Background technology
Flow cytometry can be applicable to high throughput analysis, the metabolic process analysis, and many fields such as drug invention, this method has high sensitivity, selectivity and convenience, can detect a plurality of parameters of a sample simultaneously, provides cell many-sided information.But in flow cytometry, be the accurate measurement number of cells, need a kind of absolute counting fluorescent microsphere as the interior reference substance that detects, require counting microballoon epigranular, fluorescence intensity is even, fluorescence emission spectrum a wider range.The domestic market does not have the product of homemade fluorescent microsphere at present, product is external import, the fluorescent microsphere majority that flow cytometry is used always is from InterfacialDynamics Corporation (IDC), companies such as Bangs Laboratories, other offshore companies such as BD, coulter etc. also act on behalf of fluorescent microsphere absolute counting product, the product of Bangs Laboratories company is mainly acted on behalf of by domestic crystalline substance U.S. company, domestic hospital at different levels and each province and city Center for Disease Control agents useful for same are offshore company's product, the price of these external reagent is very high, mainly be because preparation particle diameter and the uniform fluorescent microsphere technology of light intensity are more loaded down with trivial details, complexity, so cost is high.
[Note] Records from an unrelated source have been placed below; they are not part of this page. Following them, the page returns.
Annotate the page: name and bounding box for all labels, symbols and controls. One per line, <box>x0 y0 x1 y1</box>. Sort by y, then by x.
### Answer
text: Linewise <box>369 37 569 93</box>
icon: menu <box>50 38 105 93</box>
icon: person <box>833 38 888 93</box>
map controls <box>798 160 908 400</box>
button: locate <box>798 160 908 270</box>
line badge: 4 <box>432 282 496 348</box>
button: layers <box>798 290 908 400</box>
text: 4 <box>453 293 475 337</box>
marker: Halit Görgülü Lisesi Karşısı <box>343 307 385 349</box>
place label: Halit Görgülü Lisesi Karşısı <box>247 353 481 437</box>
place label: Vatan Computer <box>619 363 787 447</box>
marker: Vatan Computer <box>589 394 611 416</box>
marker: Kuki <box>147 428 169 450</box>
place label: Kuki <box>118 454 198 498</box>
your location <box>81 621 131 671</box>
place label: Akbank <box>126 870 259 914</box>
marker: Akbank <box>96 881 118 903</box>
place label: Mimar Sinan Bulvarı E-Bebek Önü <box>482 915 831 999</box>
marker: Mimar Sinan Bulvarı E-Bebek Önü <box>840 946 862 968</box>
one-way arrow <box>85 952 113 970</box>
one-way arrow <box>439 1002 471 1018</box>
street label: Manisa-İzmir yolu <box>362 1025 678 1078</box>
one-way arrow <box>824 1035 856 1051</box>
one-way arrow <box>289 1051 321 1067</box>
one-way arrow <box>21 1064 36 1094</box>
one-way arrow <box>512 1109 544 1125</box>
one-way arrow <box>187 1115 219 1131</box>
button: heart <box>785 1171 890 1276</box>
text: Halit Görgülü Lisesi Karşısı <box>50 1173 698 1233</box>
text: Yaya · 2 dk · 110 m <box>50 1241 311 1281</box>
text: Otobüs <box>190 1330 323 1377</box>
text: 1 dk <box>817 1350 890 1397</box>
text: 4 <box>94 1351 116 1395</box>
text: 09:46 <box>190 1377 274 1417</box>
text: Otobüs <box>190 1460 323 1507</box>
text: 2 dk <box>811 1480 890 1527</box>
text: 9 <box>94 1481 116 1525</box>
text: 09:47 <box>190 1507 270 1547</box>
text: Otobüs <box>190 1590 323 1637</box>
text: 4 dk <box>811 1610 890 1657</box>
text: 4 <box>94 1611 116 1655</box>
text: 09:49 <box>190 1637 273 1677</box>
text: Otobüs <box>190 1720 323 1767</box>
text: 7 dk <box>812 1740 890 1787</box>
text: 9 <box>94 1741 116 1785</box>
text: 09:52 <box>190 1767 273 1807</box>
Domestic patent CN1782020 has invented the silica fluorescent microballoon of bag year cadmium telluride fluorescence quantum, and patent CN1690163 adopts the induction phase political reform to obtain the polymkeric substance bag and carries the quantum dot fluorescent microsphere, but because particle diameter is less, is difficult to use in flow cytometry analysis; Patent CN1693411 adopts spray drying process to prepare magnetic fluorescent microspheres, but spray-drying process easily makes the fluorescein inactivation in the actually operating, patent CN1475805 mixes fluorescein simultaneously in the synthetic process, made magnetic fluorescent microspheres, but the brightness of fluorescent microsphere is difficult to improve, United States Patent (USP) is after the eighties, there are many pieces of patents to relate to the synthetic and matched reagent and the instrument research of fluorescent microsphere, as USP5073498, USP4157323, USP4336173, USP4714682, USP4774189 has related to the synthetic method of fluorescent microsphere and the use principle of fluorescein, but, because flow cytometry requires very high to the degree of uniformity of fluorescent microsphere, and for detecting emmission spectrum a wider range of a plurality of cell mass requirement fluorescent microspheres simultaneously, therefore how to prepare cheap, high brightness, particle diameter and light intensity are even, the fluorescent microsphere of wide fluorescence emission spectral limit all is the research emphasis in flow cytometry field all the time.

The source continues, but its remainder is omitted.